Porque era obvio que era su madre. Tenía la misma melena rizada y negra y los mismos hombros rectos, aunque el rostro no era el de ella.

—Éste es el pequeño Jamie —anunció Jenny y contempló con orgullo al chiquillo—. Y éste es tu tío Jamie, mo cridh, cuyo nombre llevas.

—¿El mío? ¿Le has puesto mi nombre? —Jamie parecía un guerrero a quien acabaran de asestar un terrible golpe en el estómago. Retrocedió para alejarse de la madre y el hijo hasta que tropezó con una silla. Se dejó caer en ella como si sus piernas ya no pudieran sostenerlo y se cubrió la cara con las manos.

Su hermana, para entonces, ya se había dado cuenta de que algo andaba mal. Atinó a tocarle el hombro.

—¿Jamie? ¿Qué te pasa, querido? ¿Te sientes mal?

Levantó la vista hacia ella y vi que tenía los ojos llenos de lágrimas.

—¿Tenías que hacerlo, Jenny? ¿No crees que ya he sufrido bastante por lo que ocurrió..., por lo que dejé que ocurriera? ¿Acaso era necesario que le pusieras mi nombre al bastardo de Randall para recordármelo hasta el día de mi muerte?

El rostro de Jenny, pálido en general, perdió todo vestigio de color.

—¿El bastardo de Randall? —repitió sin comprender—. ¿De John Randall? ¿Del capitán inglés, quieres decir?

—Sí, el capitán inglés. ¿Quién más podría ser, por Dios? Supongo que lo recuerdas. —Jamie ya había recuperado su habitual dominio del sarcasmo.

Jenny escudriñó a su hermano y enarcó una ceja.

—¿Has perdido la razón, muchacho? —preguntó—. ¿O es que has bebido más de la cuenta en el camino?

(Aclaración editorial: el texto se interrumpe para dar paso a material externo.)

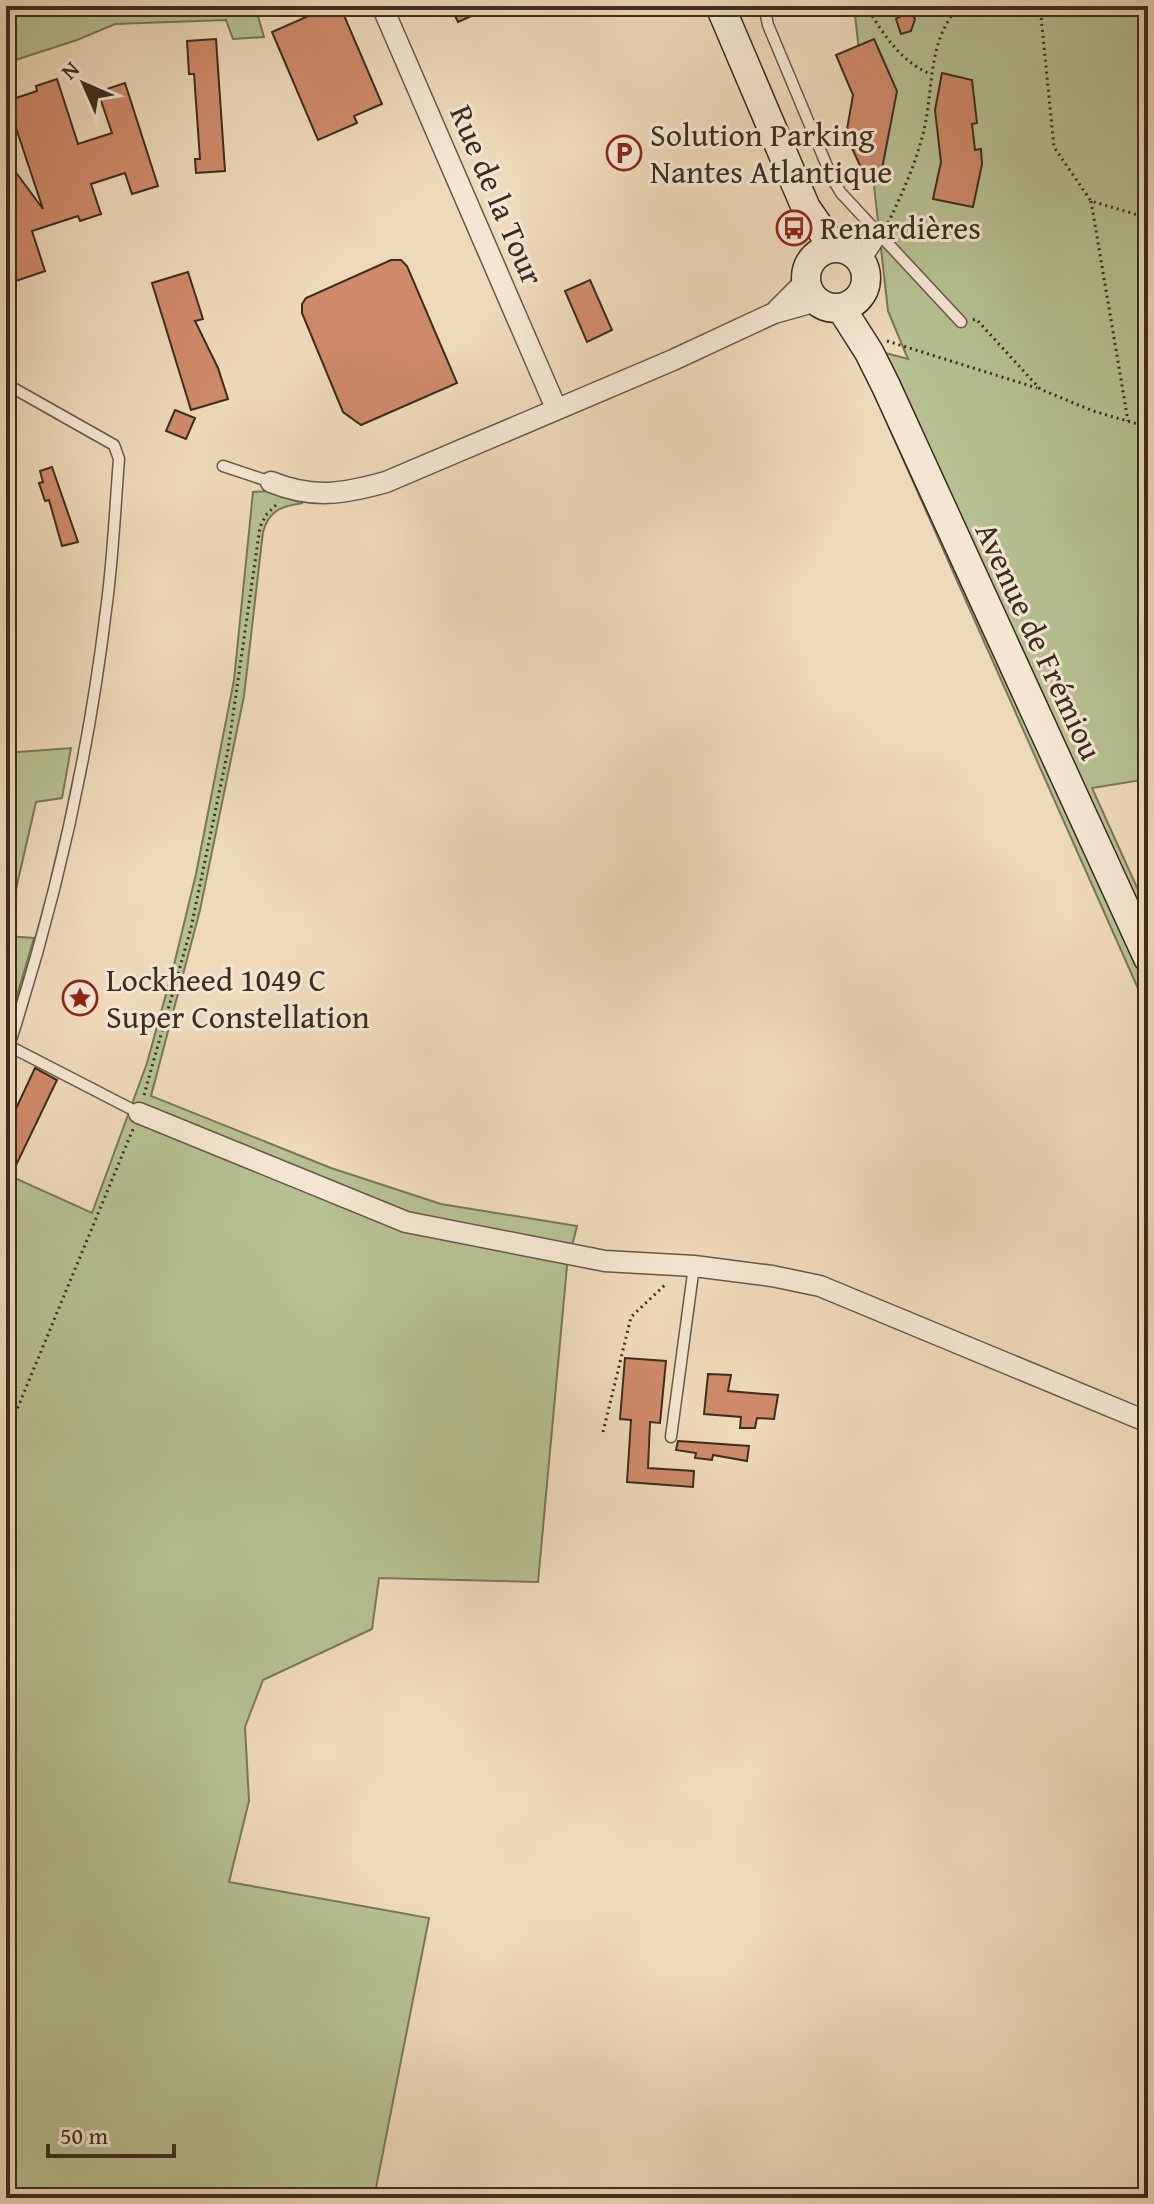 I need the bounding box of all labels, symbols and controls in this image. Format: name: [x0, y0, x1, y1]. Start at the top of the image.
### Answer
north arrow: [44, 44, 124, 124]
text: N: [53, 53, 87, 86]
street label: Rue de la Tour: [438, 97, 557, 292]
place label: Solution Parking Nantes Atlantique: [650, 111, 892, 195]
parking icon: Solution Parking Nantes Atlantique: [605, 134, 643, 172]
place label: Renardières: [820, 204, 981, 251]
bus stop icon: Renardières: [775, 209, 813, 247]
street label: Avenue de Frémiou: [964, 514, 1115, 768]
place label: Lockheed 1049 C Super Constellation: [106, 956, 370, 1040]
place icon: Lockheed 1049 C Super Constellation: [61, 979, 99, 1017]
scale bar: [48, 2108, 174, 2158]
text: 50 m: [60, 2118, 108, 2153]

—Jamás debí regresar —masculló Jamie. Se puso de pie tambaleante y trató de pasar sin tocarla. Sin embargo, ella permaneció firme y lo cogió del brazo.

—Corrígeme, hermano, si me equivoco —dijo despacio—, pero tengo la impresión de que crees que he sido la prostituta del capitán Randall. Me pregunto qué locura se te ha metido en la cabeza para pensar eso.

—¿Locura? —Jamie se volvió hacia ella con una mueca amarga en los labios. Ojalá lo fuera. Preferiría estar muerto y enterrado antes que ver a mi hermana en semejante situación. —La cogió por los hombros y la sacudió ligeramente mientras exclamaba: ¿Por qué, Jenny? ¿Por qué? Que te dejaras arruinar para salvarme fue humillación suficiente. Pero esto... —Dejó caer las manos con un gesto de desesperación que abarcó el vientre de su hermana, abultado de manera acusadora debajo del frunce del vestido.

Se volvió con brusquedad hacia la puerta y una anciana que había estado escuchando con avidez y el niño aferrado a sus faldas, se apartó alarmada.

No debería haber venido. Me iré.

—No lo harás, Jamie Fraser —replicó su hermana—. No te irás hasta que me hayas escuchado. Siéntate, y te hablaré sobre el capitán Randall, ya que quieres saber.

—¡No quiero saber! ¡No quiero escucharte! —Al verla acercarse, Jamie giró y se dirigió a la ventana que daba al patio. Jenny siguió gritando su nombre, pero él la rechazó con un gesto violento.

¡No! ¡No me hables! ¡Te he dicho que no quiero escucharte!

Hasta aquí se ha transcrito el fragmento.